DIRECTIONS: Whenever a line contains the string "Hermenegildo", copy it out of the entries.
=== Begin Enclosure ===
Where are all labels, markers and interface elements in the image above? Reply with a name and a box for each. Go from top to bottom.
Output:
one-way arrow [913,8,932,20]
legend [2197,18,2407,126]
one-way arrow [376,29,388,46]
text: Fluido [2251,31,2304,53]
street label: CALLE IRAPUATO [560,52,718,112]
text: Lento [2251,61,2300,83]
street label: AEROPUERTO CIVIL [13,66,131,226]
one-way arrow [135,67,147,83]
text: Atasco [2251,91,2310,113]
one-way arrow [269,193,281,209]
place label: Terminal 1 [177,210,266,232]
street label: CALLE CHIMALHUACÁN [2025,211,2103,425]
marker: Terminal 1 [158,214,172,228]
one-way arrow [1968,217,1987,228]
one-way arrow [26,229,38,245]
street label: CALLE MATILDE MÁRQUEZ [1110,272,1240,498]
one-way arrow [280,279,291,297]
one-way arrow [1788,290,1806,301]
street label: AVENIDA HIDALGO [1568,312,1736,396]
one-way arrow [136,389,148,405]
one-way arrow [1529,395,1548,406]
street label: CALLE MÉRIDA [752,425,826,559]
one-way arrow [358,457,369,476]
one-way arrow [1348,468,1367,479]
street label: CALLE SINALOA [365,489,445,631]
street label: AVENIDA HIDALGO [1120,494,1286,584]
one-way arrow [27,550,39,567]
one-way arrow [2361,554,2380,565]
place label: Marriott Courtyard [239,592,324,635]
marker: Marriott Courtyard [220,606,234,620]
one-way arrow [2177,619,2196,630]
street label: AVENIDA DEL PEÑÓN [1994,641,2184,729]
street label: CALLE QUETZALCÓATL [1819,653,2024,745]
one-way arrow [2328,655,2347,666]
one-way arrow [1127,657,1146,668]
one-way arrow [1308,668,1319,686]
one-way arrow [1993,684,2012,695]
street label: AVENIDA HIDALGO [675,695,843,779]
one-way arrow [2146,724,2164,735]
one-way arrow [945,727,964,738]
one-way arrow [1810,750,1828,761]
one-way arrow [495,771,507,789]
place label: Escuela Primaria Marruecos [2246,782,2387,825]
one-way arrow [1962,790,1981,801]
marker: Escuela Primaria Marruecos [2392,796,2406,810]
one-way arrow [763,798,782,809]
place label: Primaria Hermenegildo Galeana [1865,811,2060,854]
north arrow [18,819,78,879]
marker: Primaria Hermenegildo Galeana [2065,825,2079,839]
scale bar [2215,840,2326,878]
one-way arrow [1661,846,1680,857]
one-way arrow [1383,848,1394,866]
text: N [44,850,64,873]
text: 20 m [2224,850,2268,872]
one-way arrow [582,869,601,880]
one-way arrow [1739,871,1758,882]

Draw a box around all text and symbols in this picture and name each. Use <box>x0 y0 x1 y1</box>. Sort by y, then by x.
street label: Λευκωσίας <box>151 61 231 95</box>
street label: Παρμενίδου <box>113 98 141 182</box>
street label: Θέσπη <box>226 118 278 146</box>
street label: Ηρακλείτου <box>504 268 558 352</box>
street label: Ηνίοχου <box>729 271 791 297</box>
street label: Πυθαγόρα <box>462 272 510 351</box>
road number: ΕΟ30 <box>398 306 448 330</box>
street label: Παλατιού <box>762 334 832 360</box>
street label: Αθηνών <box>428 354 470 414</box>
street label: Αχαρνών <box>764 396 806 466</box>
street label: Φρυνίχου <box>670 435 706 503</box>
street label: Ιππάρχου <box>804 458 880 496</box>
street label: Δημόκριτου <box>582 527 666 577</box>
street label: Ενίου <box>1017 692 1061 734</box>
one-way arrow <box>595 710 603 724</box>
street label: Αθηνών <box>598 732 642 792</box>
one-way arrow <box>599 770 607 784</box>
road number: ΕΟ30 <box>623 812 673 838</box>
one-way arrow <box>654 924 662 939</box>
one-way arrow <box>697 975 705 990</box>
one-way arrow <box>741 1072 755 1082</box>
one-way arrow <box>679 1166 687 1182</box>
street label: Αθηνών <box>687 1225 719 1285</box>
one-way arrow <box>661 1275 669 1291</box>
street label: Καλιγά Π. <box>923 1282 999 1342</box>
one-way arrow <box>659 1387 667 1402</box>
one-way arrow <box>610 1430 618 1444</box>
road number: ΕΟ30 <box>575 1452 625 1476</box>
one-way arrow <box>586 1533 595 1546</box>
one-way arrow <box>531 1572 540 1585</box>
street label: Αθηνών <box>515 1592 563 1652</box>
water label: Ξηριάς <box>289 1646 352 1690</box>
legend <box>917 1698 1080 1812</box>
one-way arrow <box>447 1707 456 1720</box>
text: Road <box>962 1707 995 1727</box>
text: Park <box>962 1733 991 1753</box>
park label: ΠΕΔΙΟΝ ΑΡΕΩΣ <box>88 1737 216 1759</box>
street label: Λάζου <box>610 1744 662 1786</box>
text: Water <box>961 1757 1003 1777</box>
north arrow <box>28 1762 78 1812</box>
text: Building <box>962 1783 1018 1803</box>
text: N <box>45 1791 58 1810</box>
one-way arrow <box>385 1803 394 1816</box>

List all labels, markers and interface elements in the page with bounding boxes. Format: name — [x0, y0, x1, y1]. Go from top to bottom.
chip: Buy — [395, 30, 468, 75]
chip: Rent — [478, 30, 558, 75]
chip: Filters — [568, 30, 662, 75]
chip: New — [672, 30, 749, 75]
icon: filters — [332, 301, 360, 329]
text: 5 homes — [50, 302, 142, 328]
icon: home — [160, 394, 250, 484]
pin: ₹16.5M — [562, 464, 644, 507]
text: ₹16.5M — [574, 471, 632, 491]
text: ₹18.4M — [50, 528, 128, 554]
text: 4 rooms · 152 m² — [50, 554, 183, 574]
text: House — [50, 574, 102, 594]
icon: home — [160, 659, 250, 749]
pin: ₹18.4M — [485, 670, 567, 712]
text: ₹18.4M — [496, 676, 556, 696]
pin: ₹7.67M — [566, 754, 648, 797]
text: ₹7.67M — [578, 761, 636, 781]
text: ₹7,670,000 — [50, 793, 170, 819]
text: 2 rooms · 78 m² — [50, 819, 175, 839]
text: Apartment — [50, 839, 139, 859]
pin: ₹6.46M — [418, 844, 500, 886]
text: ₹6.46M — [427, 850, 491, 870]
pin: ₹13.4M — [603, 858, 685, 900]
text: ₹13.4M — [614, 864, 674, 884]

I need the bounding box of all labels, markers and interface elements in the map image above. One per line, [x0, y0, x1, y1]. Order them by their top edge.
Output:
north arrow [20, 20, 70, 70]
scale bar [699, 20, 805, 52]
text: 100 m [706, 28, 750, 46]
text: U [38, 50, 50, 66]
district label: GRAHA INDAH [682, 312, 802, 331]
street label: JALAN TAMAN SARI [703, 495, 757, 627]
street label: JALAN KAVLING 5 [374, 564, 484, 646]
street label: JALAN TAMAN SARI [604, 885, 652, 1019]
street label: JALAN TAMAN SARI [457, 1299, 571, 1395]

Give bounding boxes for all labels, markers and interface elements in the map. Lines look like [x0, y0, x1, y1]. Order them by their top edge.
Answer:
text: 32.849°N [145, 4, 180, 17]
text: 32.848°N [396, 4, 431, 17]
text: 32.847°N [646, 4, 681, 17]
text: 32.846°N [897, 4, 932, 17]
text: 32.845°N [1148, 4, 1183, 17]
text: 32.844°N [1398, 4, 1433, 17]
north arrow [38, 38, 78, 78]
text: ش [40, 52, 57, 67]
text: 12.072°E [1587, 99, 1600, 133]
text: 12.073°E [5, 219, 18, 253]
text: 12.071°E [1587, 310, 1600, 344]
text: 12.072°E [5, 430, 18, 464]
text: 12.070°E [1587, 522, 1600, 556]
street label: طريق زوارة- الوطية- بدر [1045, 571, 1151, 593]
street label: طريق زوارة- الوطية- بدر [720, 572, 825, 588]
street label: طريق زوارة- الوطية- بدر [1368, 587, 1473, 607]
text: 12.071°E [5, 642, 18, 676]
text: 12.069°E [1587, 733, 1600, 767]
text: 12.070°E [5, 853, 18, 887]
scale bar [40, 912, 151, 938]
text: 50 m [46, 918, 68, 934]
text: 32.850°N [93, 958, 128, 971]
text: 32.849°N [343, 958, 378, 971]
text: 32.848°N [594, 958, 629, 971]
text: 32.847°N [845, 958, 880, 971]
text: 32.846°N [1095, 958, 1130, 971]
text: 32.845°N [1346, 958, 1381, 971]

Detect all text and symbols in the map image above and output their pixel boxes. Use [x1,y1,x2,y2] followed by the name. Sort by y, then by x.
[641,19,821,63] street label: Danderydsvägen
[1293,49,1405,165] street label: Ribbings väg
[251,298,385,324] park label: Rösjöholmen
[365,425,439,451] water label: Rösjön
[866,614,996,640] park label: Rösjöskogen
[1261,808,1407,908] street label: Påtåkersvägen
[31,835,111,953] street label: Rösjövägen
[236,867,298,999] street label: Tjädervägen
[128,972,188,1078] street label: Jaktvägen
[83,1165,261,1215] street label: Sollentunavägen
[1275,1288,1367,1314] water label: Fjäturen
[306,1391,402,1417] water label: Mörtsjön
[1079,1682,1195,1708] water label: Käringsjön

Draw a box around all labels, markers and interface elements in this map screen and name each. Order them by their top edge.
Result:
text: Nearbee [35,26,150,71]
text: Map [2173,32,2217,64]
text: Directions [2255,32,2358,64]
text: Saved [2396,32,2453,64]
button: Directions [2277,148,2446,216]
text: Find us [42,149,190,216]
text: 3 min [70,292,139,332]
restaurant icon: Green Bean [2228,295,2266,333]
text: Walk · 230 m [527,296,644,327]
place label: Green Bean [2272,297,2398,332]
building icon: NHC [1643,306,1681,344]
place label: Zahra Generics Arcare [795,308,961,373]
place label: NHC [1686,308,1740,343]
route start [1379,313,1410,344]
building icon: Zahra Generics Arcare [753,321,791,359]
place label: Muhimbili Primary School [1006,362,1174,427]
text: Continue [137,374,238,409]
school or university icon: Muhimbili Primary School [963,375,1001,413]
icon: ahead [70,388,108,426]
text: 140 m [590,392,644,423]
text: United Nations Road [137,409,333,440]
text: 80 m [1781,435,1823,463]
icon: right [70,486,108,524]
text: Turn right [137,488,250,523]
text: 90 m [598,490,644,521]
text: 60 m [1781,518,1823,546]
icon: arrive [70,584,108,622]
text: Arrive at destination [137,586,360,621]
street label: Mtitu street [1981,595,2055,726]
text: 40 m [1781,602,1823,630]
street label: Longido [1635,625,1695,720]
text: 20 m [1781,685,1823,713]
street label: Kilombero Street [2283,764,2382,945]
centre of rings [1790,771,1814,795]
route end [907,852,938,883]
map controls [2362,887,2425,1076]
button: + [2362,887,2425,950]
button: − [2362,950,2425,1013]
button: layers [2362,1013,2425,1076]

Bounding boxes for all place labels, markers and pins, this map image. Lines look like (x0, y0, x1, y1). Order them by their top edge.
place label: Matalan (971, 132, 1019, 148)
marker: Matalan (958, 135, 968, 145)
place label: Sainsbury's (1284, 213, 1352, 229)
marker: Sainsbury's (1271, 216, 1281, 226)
=== End Enclosure ===
EXERCISE SOLUTION:
place label: Primaria Hermenegildo Galeana [1865,811,2060,854]
marker: Primaria Hermenegildo Galeana [2065,825,2079,839]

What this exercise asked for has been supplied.